Building My Own Programming Language

Over the past few weeks, I've been working on a fascinating project: building a new programming language designed to make learning to code easier. My initial goal was to develop a pseudocode interpreter with an integrated flowchart visualizer — a feature I may still add later. But as I dug into the research, the idea evolved into creating a full "programming language" inspired by Karel, a robot emulator I used as a kid that was designed to teach Pascal-style programming.

With that in mind, I started the project with the goal of building a platform for learning logic, basic algorithms, loops, and more. To achieve that, I decided the language needed the following characteristics:

Simplicity: Since it's designed for beginners, it only includes simple data types like numbers, strings, and arrays — and possibly dictionaries.
Verbosity: To make code easier to understand and read, I chose to favor words over symbols.
In Spanish: Learning is easier in your native language, so Spanish was the natural choice. I'm even planning to support ñ and accented characters in the code itself.
Easy access: The language should be easy to use, so I designed it to run in the browser without any additional installation or internet access.

Once those goals were clear, it was time to start. But how? And in what language? To answer those questions, I researched how programming languages actually work — what parts they're made of, how code is executed — and discovered that an interpreter is typically composed of:

Tokens: The symbols or words that carry specific meaning in the code, like operators +, -, /, >, <, or keywords like if, else, for, while.
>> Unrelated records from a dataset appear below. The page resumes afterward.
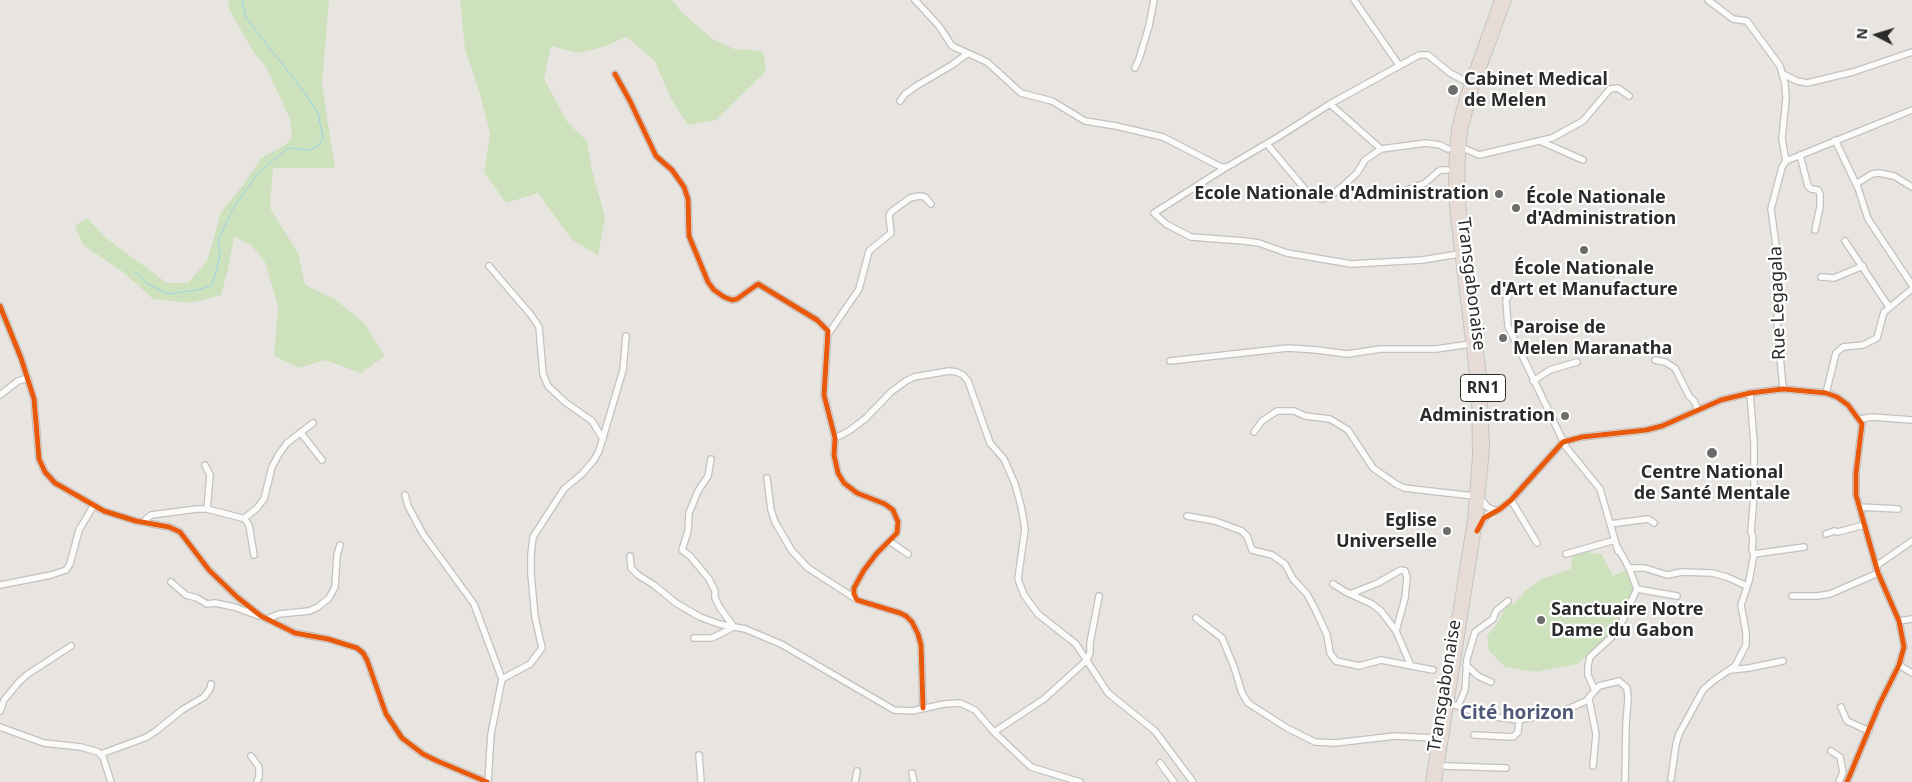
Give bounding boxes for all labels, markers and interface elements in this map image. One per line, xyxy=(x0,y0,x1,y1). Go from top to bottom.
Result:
north arrow xyxy=(1852,10,1902,60)
text: N xyxy=(1852,27,1872,40)
place label: Cabinet Medical de Melen xyxy=(1464,69,1608,112)
marker: Cabinet Medical de Melen xyxy=(1446,83,1460,97)
place label: Ecole Nationale d'Administration xyxy=(1194,183,1489,205)
place label: École Nationale d'Administration xyxy=(1526,187,1676,230)
marker: Ecole Nationale d'Administration xyxy=(1493,188,1505,200)
marker: École Nationale d'Administration xyxy=(1510,202,1522,214)
street label: Transgabonaise xyxy=(1452,216,1490,352)
marker: École Nationale d'Art et Manufacture xyxy=(1578,244,1590,256)
street label: Rue Legagala xyxy=(1765,246,1791,360)
place label: École Nationale d'Art et Manufacture xyxy=(1490,258,1678,300)
place label: Paroise de Melen Maranatha xyxy=(1513,317,1672,359)
marker: Paroise de Melen Maranatha xyxy=(1497,332,1509,344)
road number: RN1 xyxy=(1460,374,1506,402)
place label: Administration xyxy=(1420,405,1555,427)
marker: Administration xyxy=(1559,410,1571,422)
marker: Centre National de Santé Mentale xyxy=(1705,446,1719,460)
place label: Centre National de Santé Mentale xyxy=(1634,462,1790,504)
place label: Eglise Universelle xyxy=(1336,510,1437,552)
marker: Eglise Universelle xyxy=(1441,525,1453,537)
place label: Sanctuaire Notre Dame du Gabon xyxy=(1551,599,1704,642)
marker: Sanctuaire Notre Dame du Gabon xyxy=(1535,614,1547,626)
street label: Transgabonaise xyxy=(1424,618,1466,754)
district label: Cité horizon xyxy=(1460,703,1574,725)

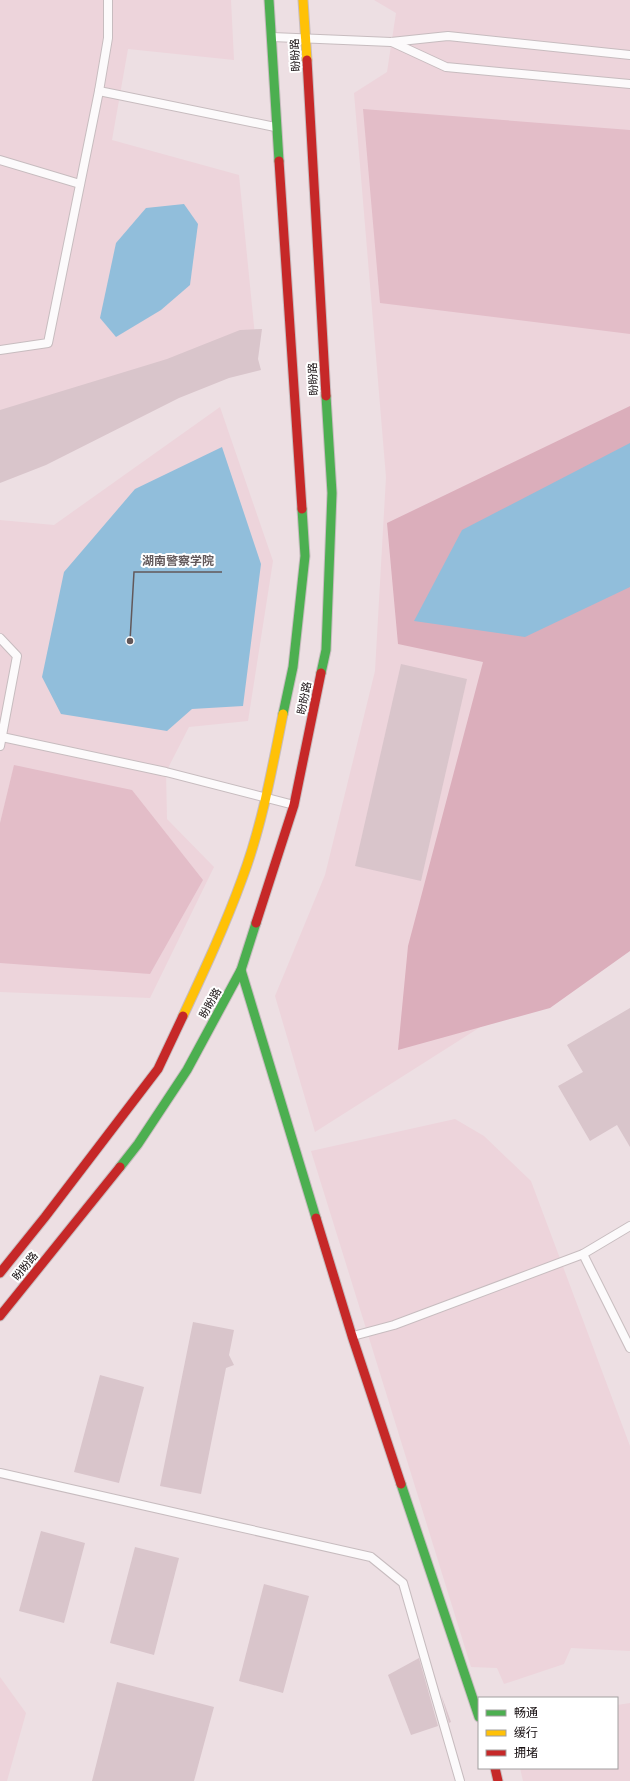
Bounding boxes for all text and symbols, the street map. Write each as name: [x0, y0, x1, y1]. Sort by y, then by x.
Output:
street label: 盼盼路: [287, 38, 303, 72]
street label: 盼盼路: [305, 362, 321, 396]
callout: 湖南警察学院: [134, 548, 222, 572]
text: 湖南警察学院: [142, 553, 214, 568]
street label: 盼盼路: [294, 680, 314, 716]
street label: 盼盼路: [196, 985, 224, 1021]
street label: 盼盼路: [9, 1249, 41, 1283]
legend: [478, 1697, 618, 1769]
text: 畅通: [514, 1705, 538, 1720]
text: 缓行: [514, 1725, 538, 1740]
text: 拥堵: [514, 1745, 538, 1760]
Each token has a type and a literal — the type is the meaning it carries, and the literal is the actual symbol. For example, the token (ASSIGN, =) means every = in the source code will be interpreted as a value assignment.
Lexer: The lexical analyzer reads the source code character by character and produces tokens. For example, the source 5; generates the token (INT, '5').
AST: The Abstract Syntax Tree is a data structure that represents the grammatical structure of a program in a hierarchical and abstract way. It's used as an intermediate representation during the parsing phase.
Parser: The parser analyzes the syntax of the code using the tokens, and builds the AST for further processing.
Evaluator: The evaluator is the part of an interpreter that actually executes the program represented by the AST. It's responsible for interpreting and running the expressions and statements according to the language's rules and semantics.

With that knowledge in hand, it was time to get started. I chose TypeScript, primarily because I wanted it to run in the browser. There are other alternatives — running it server-side, for example — but that would require an internet connection. WebAssembly would also be an option, but I have far more experience with JavaScript and TypeScript than with C or Rust.

So here we are, at the beginning of this exciting journey. In the following posts, I'll share more details about the progress and challenges that come up as I build this language.

Conclusion

Building a programming language can seem like a daunting task, but with the right determination and a solid understanding of the core concepts, it's a feasible and rewarding project. My goal with this language is to make programming education more accessible — especially for people whose native language is Spanish. I hope that by sharing my experience and the technical details behind this project, I can inspire others to embark on their own language-building adventures. See you in the next post!